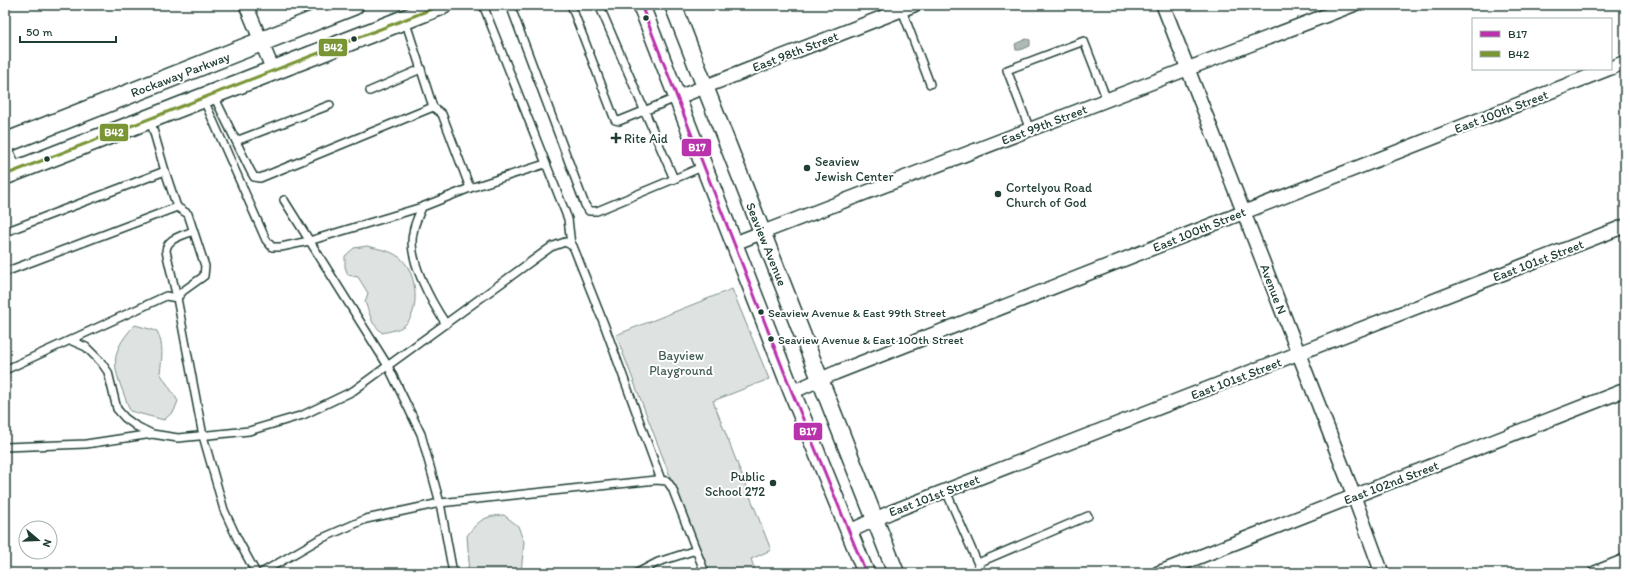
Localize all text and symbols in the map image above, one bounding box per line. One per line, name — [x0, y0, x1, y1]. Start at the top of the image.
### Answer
unlabelled marker — [641, 13, 651, 23]
scale bar — [20, 18, 116, 44]
legend — [1472, 18, 1612, 70]
text: 50 m — [26, 25, 52, 39]
text: B17 — [1508, 27, 1527, 41]
street label: East 98th Street — [750, 28, 840, 75]
unlabelled marker — [349, 34, 359, 44]
line badge: B42 — [318, 38, 348, 57]
text: B42 — [323, 41, 343, 54]
text: B42 — [1508, 47, 1530, 61]
street label: Rockaway Parkway — [129, 49, 232, 100]
street label: East 100th Street — [1452, 87, 1550, 136]
street label: East 99th Street — [999, 101, 1089, 148]
line badge: B42 — [99, 123, 129, 142]
text: B42 — [104, 126, 124, 139]
place label: Rite Aid — [624, 131, 668, 146]
marker: Rite Aid — [611, 133, 621, 143]
line badge: B17 — [681, 138, 712, 157]
text: B17 — [688, 141, 706, 154]
unlabelled marker — [42, 154, 52, 164]
place label: Seaview Jewish Center — [815, 154, 894, 184]
marker: Seaview Jewish Center — [802, 163, 812, 173]
place label: Cortelyou Road Church of God — [1006, 180, 1092, 210]
marker: Cortelyou Road Church of God — [993, 189, 1003, 199]
street label: Seaview Avenue — [743, 200, 790, 288]
street label: East 100th Street — [1150, 204, 1248, 255]
street label: East 101st Street — [1491, 236, 1586, 285]
street label: Avenue N — [1257, 262, 1290, 316]
place label: Seaview Avenue & East 99th Street — [768, 306, 947, 320]
marker: Seaview Avenue & East 99th Street — [756, 307, 766, 317]
place label: Seaview Avenue & East 100th Street — [778, 333, 964, 347]
marker: Seaview Avenue & East 100th Street — [766, 334, 776, 344]
park label: Bayview Playground — [649, 348, 713, 378]
street label: East 101st Street — [1189, 354, 1284, 403]
line badge: B17 — [793, 422, 823, 441]
text: B17 — [799, 425, 817, 438]
street label: East 102nd Street — [1342, 457, 1441, 507]
place label: Public School 272 — [705, 469, 765, 499]
street label: East 101st Street — [887, 471, 982, 520]
marker: Public School 272 — [768, 478, 778, 488]
north arrow — [18, 520, 58, 560]
text: N — [40, 537, 54, 549]

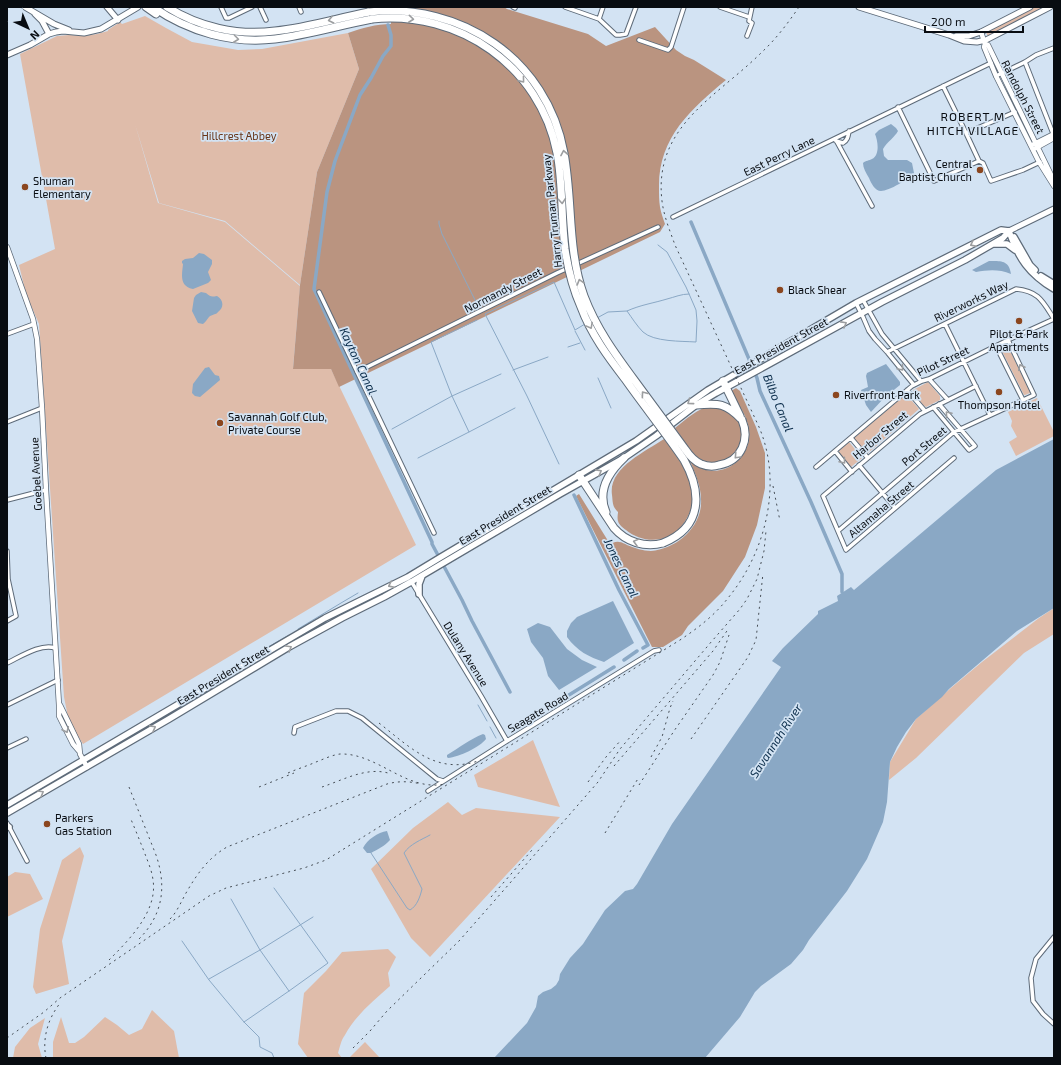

- - -

Directions for this task: Exclude the pictures, then write out every record exactly as it stands.

Reply:
Localize all text and symbols in the map image above, one bounding box per line. One per line, name — [x0, y0, x1, y1]. Start at the top of the image.
### Answer
unlabelled marker — [641, 13, 651, 23]
scale bar — [20, 18, 116, 44]
legend — [1472, 18, 1612, 70]
text: 50 m — [26, 25, 52, 39]
text: B17 — [1508, 27, 1527, 41]
street label: East 98th Street — [750, 28, 840, 75]
unlabelled marker — [349, 34, 359, 44]
line badge: B42 — [318, 38, 348, 57]
text: B42 — [323, 41, 343, 54]
text: B42 — [1508, 47, 1530, 61]
street label: Rockaway Parkway — [129, 49, 232, 100]
street label: East 100th Street — [1452, 87, 1550, 136]
street label: East 99th Street — [999, 101, 1089, 148]
line badge: B42 — [99, 123, 129, 142]
text: B42 — [104, 126, 124, 139]
place label: Rite Aid — [624, 131, 668, 146]
marker: Rite Aid — [611, 133, 621, 143]
line badge: B17 — [681, 138, 712, 157]
text: B17 — [688, 141, 706, 154]
unlabelled marker — [42, 154, 52, 164]
place label: Seaview Jewish Center — [815, 154, 894, 184]
marker: Seaview Jewish Center — [802, 163, 812, 173]
place label: Cortelyou Road Church of God — [1006, 180, 1092, 210]
marker: Cortelyou Road Church of God — [993, 189, 1003, 199]
street label: Seaview Avenue — [743, 200, 790, 288]
street label: East 100th Street — [1150, 204, 1248, 255]
street label: East 101st Street — [1491, 236, 1586, 285]
street label: Avenue N — [1257, 262, 1290, 316]
place label: Seaview Avenue & East 99th Street — [768, 306, 947, 320]
marker: Seaview Avenue & East 99th Street — [756, 307, 766, 317]
place label: Seaview Avenue & East 100th Street — [778, 333, 964, 347]
marker: Seaview Avenue & East 100th Street — [766, 334, 776, 344]
park label: Bayview Playground — [649, 348, 713, 378]
street label: East 101st Street — [1189, 354, 1284, 403]
line badge: B17 — [793, 422, 823, 441]
text: B17 — [799, 425, 817, 438]
street label: East 102nd Street — [1342, 457, 1441, 507]
place label: Public School 272 — [705, 469, 765, 499]
street label: East 101st Street — [887, 471, 982, 520]
marker: Public School 272 — [768, 478, 778, 488]
north arrow — [18, 520, 58, 560]
text: N — [40, 537, 54, 549]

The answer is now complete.